▶ **Instructions to follow**: Search the entries for the word "lists". Copy every line where it turns up.

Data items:
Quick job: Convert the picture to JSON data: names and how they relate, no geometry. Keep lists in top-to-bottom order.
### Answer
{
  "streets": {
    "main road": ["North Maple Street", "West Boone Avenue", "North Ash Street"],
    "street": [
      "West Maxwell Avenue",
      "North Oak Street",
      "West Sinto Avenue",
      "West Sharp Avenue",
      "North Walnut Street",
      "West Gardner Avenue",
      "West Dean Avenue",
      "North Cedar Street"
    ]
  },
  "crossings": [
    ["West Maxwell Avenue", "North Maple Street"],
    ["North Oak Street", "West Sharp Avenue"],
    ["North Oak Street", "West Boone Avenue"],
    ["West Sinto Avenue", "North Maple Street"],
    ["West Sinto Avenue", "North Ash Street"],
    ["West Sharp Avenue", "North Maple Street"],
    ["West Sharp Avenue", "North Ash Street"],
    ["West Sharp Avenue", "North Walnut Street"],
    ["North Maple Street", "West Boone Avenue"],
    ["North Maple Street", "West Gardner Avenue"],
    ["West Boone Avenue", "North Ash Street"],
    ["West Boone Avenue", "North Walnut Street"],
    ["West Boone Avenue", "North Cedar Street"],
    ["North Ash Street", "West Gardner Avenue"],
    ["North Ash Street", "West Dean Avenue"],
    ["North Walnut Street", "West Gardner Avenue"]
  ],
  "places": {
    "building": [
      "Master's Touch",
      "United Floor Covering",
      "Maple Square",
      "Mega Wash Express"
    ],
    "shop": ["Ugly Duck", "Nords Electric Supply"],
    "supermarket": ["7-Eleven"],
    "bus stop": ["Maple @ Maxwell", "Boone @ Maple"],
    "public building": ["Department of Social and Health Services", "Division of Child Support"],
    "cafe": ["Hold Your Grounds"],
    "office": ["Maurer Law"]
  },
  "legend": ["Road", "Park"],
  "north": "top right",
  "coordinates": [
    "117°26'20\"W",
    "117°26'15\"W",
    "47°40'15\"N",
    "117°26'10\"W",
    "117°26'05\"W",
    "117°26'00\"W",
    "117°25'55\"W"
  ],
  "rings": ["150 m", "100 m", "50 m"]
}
---
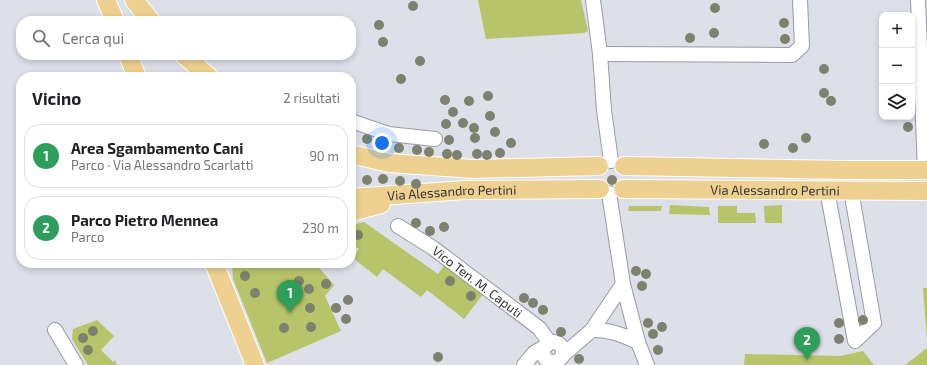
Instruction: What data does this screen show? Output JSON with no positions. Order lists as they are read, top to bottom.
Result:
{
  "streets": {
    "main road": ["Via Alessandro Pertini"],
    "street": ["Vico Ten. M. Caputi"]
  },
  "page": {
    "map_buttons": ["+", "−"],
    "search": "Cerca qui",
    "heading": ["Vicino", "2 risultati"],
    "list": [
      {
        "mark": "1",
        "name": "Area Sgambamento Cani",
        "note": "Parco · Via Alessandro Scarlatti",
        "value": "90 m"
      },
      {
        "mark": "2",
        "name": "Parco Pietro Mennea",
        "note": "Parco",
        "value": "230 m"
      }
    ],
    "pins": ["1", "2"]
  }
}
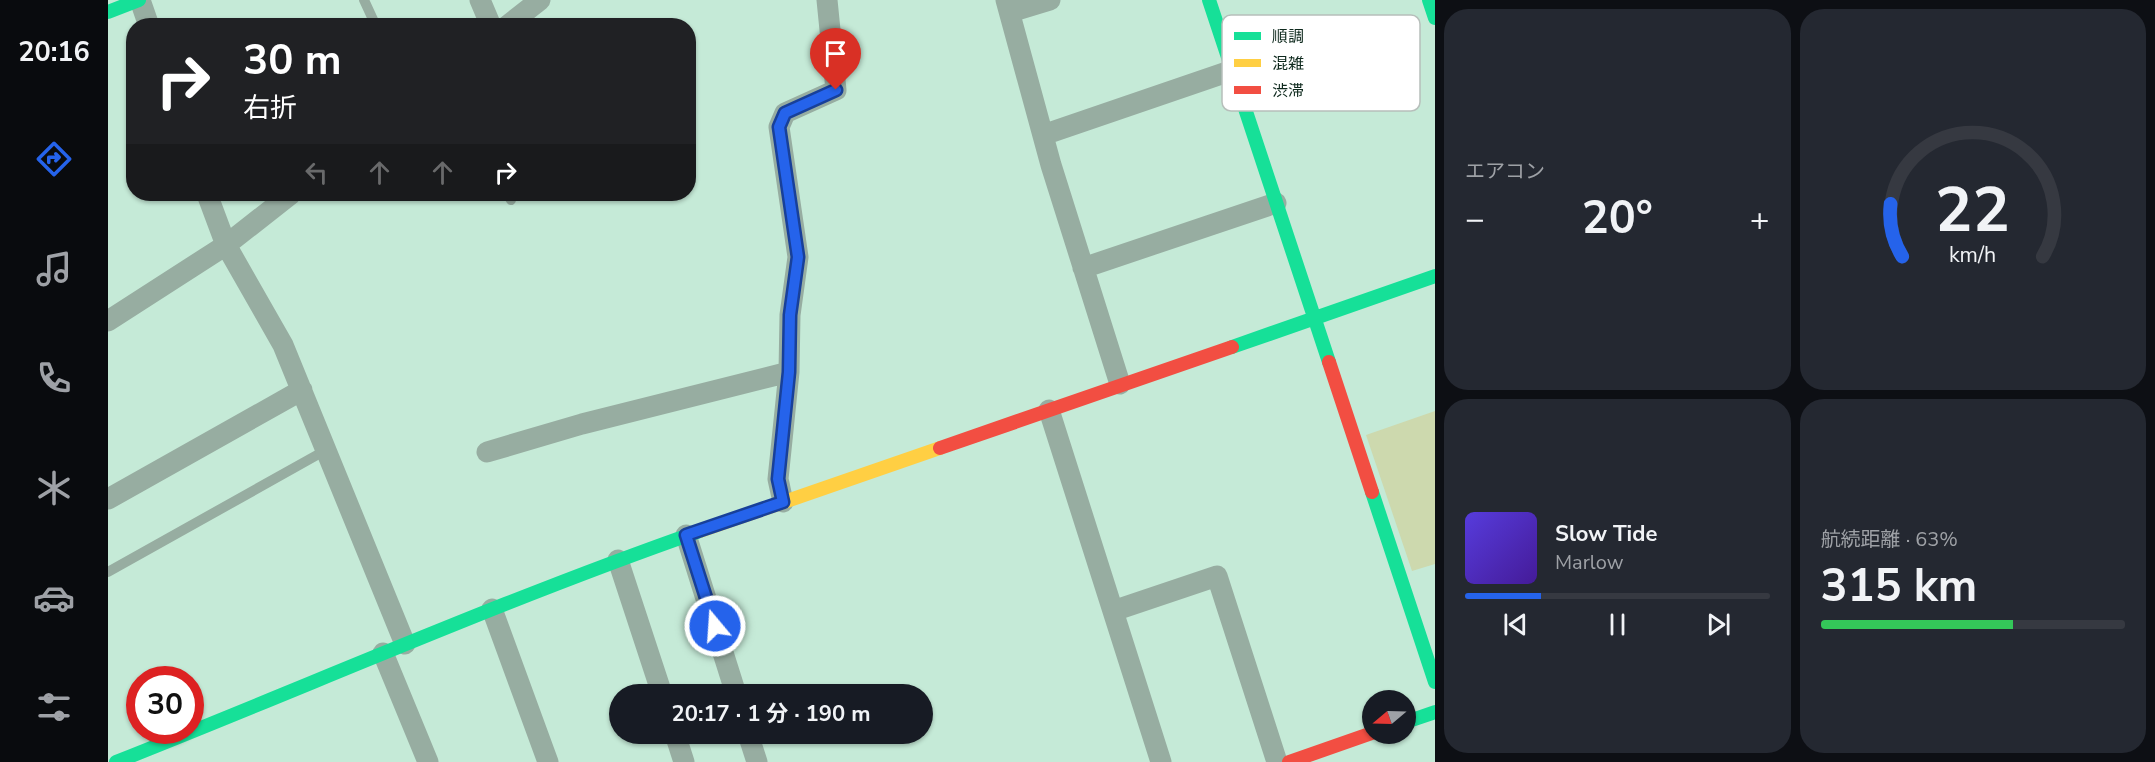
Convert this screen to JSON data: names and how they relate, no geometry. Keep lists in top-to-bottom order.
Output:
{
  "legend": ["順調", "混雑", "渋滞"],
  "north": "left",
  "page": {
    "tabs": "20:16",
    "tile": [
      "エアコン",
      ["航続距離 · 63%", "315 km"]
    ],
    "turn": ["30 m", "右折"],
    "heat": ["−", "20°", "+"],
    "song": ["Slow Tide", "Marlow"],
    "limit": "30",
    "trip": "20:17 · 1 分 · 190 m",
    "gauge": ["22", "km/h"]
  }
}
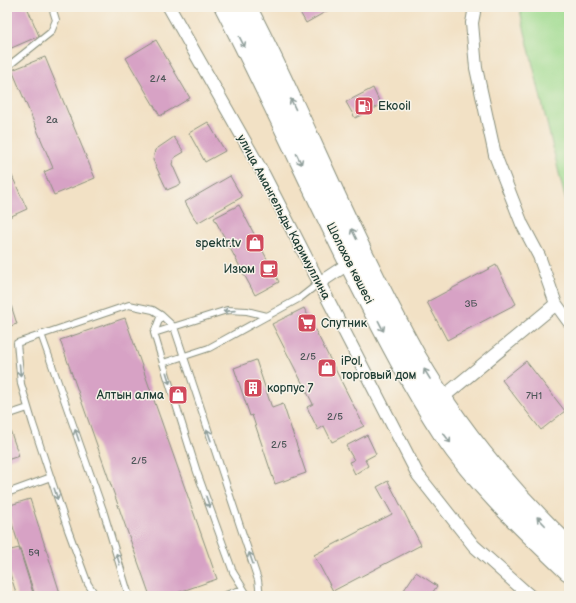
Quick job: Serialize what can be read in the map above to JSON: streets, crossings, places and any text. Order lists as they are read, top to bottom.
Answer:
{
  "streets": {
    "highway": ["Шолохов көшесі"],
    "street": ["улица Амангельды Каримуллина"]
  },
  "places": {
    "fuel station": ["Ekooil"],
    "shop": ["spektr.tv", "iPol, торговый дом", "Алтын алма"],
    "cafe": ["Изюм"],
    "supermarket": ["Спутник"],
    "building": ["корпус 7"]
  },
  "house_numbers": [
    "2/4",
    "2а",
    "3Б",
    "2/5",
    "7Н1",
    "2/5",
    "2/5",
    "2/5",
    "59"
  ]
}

▶ **Response to this exercise**:
Quick job: Convert the picture to JSON data: names and how they relate, no geometry. Keep lists in top-to-bottom order.
Instruction: What data does this screen show? Output JSON with no positions. Order lists as they are read, top to bottom.
Convert this screen to JSON data: names and how they relate, no geometry. Keep lists in top-to-bottom order.
Quick job: Serialize what can be read in the map above to JSON: streets, crossings, places and any text. Order lists as they are read, top to bottom.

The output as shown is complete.